Oddly, the male critics who were so scandalized by RLE’s evident pleasure in the joys of marriage and by his progressive educational ideas had nothing to say in response to his revelations (in Volume One of the Memoirs) about Thomas Day, RLE’s best friend until Day’s death in 1789. In a quest for the perfect wife, Day had adopted two small girls from a foundling hospital, renamed them, and brought them up single-handedly, with the intention of later marrying one of them. To ensure that they could be moulded to resemble his ideal woman, Day took the girls to France, teaching them nothing of the language, so that they were open only to his influence. The project failed. Neither proved marriageable in Day’s eyes, and he dismissed the ‘invincibly stupid’ girls in their teens, giving them each money to marry or set up in business. Nowadays we’d think Day’s plan perilously close to ‘grooming’; at the very least it seems naïve and distasteful. Maria Edgeworth herself clearly thought so. She smuggled an extended satire on Day’s scheme into one of her feminist novels (Belinda, 1801), and sent up Day’s limited sense of appropriate female education in her tongue-in-cheek Letters for Literary Ladies (SAUL Special Collections has the rare first edition of 1795).

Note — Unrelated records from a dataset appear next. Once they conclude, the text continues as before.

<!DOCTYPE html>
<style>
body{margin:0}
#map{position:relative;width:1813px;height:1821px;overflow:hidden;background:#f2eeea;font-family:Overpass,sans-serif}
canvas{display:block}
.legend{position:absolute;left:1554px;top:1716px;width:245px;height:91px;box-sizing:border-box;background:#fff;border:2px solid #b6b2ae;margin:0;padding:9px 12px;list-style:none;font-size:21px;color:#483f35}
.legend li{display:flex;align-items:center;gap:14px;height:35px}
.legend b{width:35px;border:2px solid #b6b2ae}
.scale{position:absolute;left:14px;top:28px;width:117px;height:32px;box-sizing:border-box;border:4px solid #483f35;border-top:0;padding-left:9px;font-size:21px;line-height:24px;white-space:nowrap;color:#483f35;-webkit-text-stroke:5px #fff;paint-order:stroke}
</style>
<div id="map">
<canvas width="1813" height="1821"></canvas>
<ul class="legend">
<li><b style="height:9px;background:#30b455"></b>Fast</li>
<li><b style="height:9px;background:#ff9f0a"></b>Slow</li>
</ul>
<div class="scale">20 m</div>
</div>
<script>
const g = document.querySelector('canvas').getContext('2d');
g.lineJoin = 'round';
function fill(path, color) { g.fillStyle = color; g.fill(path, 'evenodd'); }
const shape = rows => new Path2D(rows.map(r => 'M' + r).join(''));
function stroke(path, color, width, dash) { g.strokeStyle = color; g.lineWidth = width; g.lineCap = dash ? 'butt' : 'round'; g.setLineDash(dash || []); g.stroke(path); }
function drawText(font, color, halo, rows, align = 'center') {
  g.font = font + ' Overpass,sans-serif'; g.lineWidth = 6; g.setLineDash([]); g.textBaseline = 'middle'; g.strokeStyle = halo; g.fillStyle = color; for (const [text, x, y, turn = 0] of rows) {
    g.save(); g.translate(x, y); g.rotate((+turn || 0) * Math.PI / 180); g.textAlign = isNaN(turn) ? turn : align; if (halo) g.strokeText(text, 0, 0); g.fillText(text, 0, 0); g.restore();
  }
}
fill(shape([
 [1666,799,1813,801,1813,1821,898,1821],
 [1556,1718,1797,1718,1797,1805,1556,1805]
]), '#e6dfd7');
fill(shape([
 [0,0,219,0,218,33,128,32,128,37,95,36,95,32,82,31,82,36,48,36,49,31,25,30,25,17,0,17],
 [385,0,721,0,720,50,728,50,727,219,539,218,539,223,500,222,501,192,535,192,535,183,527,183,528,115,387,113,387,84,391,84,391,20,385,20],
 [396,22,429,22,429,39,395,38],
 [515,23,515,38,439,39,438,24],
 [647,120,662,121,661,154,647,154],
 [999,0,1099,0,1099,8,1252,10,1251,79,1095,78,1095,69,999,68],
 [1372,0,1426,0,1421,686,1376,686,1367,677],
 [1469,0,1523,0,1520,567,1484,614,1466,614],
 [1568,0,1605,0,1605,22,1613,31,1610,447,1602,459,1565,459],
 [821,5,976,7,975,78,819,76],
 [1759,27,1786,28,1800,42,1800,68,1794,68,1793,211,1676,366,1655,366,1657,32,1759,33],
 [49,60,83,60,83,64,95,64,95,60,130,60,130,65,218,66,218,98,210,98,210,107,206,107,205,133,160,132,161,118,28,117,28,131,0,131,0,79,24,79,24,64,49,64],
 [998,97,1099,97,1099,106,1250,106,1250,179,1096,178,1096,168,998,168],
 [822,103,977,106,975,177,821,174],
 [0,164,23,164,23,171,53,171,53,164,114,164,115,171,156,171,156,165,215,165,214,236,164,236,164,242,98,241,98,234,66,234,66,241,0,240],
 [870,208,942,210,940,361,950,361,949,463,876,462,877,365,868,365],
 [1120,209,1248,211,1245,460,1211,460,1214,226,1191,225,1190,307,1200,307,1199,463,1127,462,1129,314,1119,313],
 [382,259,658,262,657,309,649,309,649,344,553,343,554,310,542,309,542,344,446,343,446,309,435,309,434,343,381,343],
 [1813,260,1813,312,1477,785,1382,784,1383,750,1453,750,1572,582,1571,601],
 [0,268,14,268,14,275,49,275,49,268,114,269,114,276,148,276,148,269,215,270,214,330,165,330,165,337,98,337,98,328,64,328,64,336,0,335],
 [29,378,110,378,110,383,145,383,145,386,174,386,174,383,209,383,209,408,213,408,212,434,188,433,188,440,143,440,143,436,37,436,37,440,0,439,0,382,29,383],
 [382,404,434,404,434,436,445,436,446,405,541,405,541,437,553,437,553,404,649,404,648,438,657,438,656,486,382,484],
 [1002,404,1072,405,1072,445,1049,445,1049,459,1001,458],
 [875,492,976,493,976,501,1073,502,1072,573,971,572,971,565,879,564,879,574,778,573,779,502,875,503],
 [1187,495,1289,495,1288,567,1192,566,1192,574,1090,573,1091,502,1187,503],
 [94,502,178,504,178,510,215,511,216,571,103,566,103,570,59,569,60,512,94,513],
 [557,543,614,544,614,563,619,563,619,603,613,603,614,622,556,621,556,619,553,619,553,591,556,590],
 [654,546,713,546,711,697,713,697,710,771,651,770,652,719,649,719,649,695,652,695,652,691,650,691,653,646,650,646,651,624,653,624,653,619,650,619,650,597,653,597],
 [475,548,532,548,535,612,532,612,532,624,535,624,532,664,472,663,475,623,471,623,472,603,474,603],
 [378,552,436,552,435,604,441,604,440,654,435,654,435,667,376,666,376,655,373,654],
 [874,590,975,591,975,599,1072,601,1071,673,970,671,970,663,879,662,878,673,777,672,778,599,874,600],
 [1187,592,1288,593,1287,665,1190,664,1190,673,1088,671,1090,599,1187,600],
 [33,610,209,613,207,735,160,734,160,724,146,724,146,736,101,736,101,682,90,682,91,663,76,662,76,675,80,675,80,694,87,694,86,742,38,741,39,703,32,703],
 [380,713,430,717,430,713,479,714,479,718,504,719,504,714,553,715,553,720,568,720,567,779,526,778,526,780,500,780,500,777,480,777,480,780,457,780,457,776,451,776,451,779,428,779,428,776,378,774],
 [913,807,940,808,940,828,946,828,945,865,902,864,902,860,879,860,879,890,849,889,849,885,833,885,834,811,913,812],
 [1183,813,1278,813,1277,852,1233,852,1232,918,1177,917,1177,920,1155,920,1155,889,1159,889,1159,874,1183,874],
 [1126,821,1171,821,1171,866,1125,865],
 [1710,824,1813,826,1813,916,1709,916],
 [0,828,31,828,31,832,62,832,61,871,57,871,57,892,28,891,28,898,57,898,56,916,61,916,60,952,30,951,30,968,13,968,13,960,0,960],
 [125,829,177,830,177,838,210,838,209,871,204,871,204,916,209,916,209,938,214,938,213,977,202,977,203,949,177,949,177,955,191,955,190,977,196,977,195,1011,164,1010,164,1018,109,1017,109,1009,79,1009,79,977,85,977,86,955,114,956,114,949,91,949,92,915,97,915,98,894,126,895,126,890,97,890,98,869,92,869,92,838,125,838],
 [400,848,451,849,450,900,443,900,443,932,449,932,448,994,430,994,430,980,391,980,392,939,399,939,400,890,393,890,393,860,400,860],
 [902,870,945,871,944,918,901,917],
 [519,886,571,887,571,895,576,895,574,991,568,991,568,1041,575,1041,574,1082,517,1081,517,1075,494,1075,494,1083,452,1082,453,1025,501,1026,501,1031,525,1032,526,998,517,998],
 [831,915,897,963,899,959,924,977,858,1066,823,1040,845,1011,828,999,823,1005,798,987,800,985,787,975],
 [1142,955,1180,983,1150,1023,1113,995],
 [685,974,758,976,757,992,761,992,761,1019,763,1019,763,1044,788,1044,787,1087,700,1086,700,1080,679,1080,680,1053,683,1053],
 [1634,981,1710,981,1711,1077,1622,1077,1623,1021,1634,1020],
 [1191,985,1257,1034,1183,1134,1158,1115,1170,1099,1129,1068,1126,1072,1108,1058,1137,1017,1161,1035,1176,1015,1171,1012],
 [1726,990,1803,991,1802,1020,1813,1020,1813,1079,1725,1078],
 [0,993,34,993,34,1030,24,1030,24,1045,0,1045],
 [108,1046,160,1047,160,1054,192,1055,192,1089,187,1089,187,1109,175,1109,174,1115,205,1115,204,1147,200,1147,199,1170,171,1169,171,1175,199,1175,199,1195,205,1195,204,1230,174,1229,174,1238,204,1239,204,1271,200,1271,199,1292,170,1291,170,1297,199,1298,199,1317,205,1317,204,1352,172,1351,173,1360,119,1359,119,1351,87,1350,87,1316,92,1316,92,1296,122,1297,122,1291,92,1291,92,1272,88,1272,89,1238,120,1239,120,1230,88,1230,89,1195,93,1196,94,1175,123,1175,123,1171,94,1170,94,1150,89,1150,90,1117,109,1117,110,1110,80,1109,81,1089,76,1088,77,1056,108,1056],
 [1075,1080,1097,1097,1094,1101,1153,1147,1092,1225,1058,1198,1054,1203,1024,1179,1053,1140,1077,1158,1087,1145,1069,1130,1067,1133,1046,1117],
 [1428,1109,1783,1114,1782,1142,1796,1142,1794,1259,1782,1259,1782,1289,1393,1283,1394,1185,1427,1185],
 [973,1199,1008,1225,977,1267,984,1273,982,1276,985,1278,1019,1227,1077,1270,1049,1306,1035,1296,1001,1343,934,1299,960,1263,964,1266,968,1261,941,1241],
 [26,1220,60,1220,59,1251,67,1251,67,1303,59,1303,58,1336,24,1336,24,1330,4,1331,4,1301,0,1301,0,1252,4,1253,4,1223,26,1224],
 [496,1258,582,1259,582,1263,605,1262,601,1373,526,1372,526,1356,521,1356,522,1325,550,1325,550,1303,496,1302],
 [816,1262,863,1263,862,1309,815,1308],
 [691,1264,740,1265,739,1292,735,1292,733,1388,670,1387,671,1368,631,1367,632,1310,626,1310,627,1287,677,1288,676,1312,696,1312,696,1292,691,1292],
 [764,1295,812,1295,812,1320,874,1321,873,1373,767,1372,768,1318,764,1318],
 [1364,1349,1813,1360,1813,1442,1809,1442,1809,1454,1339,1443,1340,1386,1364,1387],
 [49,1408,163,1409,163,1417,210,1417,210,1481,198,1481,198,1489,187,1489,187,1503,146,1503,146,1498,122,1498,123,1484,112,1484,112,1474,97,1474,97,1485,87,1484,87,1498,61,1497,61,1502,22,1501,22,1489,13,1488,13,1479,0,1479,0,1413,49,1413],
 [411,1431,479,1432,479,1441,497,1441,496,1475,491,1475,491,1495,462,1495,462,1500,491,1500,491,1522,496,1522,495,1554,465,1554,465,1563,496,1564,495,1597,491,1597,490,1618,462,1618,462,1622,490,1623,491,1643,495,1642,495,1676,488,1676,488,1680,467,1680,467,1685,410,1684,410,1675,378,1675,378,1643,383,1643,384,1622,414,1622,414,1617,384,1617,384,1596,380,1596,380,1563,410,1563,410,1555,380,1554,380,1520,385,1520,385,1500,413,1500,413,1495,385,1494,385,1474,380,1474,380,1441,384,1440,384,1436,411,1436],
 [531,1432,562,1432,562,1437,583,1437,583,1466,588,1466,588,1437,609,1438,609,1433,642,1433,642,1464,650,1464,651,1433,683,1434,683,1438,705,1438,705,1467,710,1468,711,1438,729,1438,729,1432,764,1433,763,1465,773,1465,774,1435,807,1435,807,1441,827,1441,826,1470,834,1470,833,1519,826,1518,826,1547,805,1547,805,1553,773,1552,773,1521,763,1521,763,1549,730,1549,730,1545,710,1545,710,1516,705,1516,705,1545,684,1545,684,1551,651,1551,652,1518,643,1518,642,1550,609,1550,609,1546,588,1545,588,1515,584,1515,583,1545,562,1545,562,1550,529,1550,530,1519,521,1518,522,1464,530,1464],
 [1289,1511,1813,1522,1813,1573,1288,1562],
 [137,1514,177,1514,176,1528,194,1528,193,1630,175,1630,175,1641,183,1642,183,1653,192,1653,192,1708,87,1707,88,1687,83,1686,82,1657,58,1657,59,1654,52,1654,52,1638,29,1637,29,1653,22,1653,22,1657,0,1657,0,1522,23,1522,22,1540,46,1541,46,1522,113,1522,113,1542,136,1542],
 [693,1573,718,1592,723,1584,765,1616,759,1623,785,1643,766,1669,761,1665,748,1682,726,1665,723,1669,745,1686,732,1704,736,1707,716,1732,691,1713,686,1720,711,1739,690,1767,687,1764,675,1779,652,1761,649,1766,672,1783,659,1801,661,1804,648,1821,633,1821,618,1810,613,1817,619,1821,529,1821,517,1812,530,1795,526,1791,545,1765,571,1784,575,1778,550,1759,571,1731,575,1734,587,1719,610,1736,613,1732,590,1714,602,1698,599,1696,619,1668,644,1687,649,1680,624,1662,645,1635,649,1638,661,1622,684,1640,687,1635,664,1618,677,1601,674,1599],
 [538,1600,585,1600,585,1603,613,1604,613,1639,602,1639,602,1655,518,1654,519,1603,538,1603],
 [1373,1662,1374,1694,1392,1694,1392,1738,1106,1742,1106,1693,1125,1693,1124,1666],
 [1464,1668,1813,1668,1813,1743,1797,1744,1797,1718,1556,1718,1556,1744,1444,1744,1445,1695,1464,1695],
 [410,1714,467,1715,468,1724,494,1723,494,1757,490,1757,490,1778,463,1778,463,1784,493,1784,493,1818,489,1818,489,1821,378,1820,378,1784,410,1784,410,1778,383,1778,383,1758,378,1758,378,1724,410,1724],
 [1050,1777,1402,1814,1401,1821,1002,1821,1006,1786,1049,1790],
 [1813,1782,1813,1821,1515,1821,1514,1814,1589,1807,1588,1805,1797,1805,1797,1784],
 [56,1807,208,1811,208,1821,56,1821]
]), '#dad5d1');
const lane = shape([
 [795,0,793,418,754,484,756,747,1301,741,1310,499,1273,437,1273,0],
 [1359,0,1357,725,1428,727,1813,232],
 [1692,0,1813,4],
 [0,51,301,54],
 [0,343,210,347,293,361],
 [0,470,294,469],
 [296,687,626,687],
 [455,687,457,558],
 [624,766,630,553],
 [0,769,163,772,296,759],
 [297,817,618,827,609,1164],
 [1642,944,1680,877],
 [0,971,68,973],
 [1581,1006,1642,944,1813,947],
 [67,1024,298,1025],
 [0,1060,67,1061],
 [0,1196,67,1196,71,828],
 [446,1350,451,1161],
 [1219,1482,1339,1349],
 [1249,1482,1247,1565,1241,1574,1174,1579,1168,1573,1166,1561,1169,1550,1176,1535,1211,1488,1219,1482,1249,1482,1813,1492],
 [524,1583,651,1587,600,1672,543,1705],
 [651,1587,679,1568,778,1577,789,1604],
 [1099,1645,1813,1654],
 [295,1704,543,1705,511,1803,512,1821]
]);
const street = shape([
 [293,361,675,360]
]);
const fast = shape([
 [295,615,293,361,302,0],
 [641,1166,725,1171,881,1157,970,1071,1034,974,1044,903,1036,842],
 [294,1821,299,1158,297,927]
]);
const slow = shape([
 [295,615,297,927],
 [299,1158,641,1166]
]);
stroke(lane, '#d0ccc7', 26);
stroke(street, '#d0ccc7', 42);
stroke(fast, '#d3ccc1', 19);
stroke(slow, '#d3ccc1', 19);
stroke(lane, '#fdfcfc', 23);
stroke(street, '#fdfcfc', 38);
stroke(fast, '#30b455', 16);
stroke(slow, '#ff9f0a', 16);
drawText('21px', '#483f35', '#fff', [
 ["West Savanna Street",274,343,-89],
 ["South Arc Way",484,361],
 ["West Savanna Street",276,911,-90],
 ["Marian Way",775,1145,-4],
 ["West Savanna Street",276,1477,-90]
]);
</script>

This in fact is what’s so fascinating about Maria Edgeworth’s fiction: again and again she takes material from the lives around her, and from the philosophical, political and scientific hot topics of the day, and works them into the plots, characters, and very texture of her narratives. The prim, piously father-worshipping daughter of the popular imagination was in reality a wickedly clever and subtle critic of contemporary mores and unquestioned prejudices, especially male ones. Thanks to Special Collections, we can uncover some of her sources and see how she went about creating her witty political fictions.
Susan Manly, School of English, St Andrews.